[Stored items]
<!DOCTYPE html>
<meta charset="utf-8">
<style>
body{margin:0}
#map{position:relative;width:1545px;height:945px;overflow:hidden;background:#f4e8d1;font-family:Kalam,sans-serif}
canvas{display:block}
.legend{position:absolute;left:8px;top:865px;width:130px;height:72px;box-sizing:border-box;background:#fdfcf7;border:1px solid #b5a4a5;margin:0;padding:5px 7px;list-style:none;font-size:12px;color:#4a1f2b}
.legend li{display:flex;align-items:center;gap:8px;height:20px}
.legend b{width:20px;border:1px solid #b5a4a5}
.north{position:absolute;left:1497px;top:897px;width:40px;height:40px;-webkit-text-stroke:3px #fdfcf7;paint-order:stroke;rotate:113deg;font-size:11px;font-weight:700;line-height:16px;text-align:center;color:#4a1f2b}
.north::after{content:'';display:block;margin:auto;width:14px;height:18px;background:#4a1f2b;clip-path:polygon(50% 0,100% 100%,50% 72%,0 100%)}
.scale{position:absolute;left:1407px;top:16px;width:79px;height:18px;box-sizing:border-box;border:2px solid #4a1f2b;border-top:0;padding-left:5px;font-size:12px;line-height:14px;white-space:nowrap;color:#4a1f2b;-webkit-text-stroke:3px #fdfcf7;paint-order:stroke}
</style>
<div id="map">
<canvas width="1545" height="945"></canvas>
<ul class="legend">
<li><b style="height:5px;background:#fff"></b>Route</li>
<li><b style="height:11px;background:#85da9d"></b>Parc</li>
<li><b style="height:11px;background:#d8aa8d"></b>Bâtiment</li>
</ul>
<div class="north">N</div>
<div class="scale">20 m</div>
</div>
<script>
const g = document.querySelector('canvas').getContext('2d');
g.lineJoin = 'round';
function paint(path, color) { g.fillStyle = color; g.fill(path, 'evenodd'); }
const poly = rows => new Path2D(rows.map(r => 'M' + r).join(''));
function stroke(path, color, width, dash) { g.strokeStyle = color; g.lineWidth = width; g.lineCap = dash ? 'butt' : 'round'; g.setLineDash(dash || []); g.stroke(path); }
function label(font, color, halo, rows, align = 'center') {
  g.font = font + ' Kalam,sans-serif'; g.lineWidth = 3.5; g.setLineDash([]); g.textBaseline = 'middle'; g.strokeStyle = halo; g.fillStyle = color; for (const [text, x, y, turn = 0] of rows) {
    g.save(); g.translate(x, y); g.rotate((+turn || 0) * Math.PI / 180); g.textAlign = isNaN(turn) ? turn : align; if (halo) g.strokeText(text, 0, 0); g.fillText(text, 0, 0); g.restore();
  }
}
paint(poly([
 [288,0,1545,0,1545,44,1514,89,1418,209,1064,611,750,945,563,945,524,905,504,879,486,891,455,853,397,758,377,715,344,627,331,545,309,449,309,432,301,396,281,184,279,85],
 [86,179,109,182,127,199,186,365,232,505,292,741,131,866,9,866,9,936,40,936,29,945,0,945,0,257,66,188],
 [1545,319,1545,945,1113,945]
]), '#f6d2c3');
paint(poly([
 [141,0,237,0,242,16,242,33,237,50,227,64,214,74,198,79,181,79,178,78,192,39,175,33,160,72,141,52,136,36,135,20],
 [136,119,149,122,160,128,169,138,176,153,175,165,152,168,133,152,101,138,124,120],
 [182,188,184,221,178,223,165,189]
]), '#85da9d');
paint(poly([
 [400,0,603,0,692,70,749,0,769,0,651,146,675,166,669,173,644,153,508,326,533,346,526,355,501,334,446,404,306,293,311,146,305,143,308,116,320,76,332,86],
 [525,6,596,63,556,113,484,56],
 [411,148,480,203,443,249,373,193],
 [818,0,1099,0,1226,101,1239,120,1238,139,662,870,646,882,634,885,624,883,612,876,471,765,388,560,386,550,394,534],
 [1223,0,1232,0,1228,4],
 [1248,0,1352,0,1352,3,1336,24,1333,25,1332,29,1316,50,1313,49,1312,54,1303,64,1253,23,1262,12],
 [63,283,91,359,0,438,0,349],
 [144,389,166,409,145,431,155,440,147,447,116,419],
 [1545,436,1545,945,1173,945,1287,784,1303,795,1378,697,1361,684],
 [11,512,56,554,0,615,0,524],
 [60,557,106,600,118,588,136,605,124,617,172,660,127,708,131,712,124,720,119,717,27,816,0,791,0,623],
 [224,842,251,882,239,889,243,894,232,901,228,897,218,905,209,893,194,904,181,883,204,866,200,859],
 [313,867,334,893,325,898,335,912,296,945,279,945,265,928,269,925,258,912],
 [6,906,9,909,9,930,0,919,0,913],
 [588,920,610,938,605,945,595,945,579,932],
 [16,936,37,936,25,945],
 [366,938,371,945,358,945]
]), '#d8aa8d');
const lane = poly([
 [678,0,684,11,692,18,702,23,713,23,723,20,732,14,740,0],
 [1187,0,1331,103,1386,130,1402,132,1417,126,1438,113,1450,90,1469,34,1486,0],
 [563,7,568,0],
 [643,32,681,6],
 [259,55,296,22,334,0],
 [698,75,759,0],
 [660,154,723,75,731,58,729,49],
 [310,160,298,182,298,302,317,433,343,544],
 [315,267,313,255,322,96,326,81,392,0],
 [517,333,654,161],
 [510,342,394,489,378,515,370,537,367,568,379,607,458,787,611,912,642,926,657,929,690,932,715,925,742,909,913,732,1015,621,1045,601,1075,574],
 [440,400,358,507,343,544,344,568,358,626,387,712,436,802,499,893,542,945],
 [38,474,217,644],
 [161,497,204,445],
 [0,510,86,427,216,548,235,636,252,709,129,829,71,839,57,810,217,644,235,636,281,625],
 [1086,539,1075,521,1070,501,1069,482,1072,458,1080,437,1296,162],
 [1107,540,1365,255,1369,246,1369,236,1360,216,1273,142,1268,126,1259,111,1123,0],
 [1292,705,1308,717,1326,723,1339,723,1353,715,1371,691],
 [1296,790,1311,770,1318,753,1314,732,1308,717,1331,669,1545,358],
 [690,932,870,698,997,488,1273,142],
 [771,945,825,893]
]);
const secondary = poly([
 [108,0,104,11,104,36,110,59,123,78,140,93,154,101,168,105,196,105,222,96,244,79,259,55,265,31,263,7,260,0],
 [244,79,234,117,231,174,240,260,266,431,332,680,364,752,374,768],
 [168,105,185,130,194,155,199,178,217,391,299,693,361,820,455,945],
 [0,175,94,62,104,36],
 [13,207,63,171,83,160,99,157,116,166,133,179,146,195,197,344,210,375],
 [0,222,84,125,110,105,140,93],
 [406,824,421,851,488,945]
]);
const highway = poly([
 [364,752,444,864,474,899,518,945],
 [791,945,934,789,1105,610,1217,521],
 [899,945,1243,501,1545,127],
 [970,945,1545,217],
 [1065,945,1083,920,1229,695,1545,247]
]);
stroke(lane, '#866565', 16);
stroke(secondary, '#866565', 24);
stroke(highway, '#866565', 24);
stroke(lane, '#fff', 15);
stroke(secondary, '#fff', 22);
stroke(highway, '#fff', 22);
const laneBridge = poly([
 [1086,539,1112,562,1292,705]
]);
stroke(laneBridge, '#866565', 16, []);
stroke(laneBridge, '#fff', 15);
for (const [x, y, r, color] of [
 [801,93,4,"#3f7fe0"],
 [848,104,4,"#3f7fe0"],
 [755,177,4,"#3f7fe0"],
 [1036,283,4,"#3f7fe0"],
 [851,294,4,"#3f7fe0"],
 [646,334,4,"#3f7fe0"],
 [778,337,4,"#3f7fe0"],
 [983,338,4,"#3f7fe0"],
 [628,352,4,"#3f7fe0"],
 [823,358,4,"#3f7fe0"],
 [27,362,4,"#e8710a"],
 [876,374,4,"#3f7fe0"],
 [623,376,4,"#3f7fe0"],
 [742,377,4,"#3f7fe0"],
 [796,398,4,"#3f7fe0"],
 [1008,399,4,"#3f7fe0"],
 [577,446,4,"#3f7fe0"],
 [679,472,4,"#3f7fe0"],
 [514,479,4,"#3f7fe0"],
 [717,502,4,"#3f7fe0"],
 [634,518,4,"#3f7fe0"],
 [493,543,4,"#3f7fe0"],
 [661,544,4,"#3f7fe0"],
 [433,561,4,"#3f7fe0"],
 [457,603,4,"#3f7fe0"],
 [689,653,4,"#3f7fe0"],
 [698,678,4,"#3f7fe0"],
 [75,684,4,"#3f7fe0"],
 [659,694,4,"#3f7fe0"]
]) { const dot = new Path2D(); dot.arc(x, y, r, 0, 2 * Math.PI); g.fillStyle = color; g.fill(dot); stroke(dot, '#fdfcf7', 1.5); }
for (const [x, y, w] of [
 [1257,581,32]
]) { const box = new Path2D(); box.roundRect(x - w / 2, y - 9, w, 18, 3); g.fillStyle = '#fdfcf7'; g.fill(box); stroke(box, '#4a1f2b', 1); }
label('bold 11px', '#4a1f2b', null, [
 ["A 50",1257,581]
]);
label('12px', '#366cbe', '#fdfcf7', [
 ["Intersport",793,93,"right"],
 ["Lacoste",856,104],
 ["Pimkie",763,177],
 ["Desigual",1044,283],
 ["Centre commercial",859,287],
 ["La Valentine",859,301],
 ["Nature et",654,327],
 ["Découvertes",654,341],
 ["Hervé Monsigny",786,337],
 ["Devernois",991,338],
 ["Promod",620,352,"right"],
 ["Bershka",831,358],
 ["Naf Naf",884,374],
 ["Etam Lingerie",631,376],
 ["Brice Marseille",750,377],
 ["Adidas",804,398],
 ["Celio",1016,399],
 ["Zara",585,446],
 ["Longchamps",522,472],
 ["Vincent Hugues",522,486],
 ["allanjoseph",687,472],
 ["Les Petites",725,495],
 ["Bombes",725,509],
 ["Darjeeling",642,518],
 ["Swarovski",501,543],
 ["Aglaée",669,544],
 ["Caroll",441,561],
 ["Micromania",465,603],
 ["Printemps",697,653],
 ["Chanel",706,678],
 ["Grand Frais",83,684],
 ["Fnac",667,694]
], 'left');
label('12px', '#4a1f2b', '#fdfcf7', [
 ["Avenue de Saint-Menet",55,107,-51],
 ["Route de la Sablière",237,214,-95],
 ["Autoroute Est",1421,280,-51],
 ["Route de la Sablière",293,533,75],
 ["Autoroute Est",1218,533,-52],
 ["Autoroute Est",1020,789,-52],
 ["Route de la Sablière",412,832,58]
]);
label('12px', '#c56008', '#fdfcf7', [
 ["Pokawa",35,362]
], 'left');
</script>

--

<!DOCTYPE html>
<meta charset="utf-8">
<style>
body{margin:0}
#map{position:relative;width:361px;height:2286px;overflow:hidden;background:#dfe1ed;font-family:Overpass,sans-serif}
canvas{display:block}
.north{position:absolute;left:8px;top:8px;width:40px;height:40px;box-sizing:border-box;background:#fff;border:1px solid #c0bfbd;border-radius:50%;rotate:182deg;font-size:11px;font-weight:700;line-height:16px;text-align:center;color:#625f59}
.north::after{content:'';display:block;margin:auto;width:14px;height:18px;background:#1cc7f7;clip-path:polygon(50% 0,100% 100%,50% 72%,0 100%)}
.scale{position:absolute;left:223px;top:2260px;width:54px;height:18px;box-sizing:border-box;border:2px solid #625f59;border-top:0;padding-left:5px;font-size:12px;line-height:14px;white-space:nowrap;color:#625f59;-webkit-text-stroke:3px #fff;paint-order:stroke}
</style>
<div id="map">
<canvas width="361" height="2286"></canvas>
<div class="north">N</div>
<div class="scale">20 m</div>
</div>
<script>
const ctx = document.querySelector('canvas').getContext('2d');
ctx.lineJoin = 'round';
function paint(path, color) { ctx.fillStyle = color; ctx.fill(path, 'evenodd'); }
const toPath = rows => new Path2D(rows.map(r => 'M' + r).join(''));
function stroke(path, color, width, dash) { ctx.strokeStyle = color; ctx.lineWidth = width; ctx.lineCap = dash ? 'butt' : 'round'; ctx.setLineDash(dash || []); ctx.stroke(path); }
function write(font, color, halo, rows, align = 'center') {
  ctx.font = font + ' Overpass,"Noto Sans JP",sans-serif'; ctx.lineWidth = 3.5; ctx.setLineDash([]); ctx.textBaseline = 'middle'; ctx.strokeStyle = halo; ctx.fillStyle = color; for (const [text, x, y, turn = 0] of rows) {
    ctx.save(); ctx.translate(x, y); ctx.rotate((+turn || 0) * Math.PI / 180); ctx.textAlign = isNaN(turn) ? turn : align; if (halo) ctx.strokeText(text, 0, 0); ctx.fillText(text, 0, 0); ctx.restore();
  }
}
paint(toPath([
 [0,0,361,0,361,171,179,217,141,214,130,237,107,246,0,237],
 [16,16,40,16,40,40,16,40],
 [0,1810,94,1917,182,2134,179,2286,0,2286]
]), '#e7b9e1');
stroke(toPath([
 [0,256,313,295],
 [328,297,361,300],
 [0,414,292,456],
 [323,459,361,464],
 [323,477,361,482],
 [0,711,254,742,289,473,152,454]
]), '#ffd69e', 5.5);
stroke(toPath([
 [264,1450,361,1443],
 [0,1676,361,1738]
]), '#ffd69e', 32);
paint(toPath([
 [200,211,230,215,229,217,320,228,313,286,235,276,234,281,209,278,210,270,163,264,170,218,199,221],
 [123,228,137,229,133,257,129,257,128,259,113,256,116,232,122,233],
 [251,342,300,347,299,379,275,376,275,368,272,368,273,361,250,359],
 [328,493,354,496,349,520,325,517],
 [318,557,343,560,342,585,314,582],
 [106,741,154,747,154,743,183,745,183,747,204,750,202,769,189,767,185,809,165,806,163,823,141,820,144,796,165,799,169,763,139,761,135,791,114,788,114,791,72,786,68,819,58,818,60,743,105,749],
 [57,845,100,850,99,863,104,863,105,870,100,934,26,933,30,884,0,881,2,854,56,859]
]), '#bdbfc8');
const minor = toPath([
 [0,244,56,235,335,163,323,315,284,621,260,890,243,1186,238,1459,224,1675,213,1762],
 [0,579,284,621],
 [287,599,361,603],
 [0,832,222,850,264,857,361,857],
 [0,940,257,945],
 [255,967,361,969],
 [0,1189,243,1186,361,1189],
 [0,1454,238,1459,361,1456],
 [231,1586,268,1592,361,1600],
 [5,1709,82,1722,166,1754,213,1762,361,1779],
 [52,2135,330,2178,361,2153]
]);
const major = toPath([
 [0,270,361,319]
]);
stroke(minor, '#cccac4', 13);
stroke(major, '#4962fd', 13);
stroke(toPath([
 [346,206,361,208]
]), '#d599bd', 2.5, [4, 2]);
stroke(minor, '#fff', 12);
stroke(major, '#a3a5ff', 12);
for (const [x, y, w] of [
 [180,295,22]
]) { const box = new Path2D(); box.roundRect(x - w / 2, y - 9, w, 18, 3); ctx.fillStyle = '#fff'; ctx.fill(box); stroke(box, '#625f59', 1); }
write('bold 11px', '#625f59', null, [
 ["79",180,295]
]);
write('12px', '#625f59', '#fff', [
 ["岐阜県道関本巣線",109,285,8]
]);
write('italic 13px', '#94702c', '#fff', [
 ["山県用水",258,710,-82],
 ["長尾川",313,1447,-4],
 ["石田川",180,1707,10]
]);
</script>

ABOUT THIS EXERCISE
Which lines of the records above contain the word "textAlign"? Copy each of them.

RESPONSE TO THIS EXERCISE
    g.save(); g.translate(x, y); g.rotate((+turn || 0) * Math.PI / 180); g.textAlign = isNaN(turn) ? turn : align; if (halo) g.strokeText(text, 0, 0); g.fillText(text, 0, 0); g.restore();
    ctx.save(); ctx.translate(x, y); ctx.rotate((+turn || 0) * Math.PI / 180); ctx.textAlign = isNaN(turn) ? turn : align; if (halo) ctx.strokeText(text, 0, 0); ctx.fillText(text, 0, 0); ctx.restore();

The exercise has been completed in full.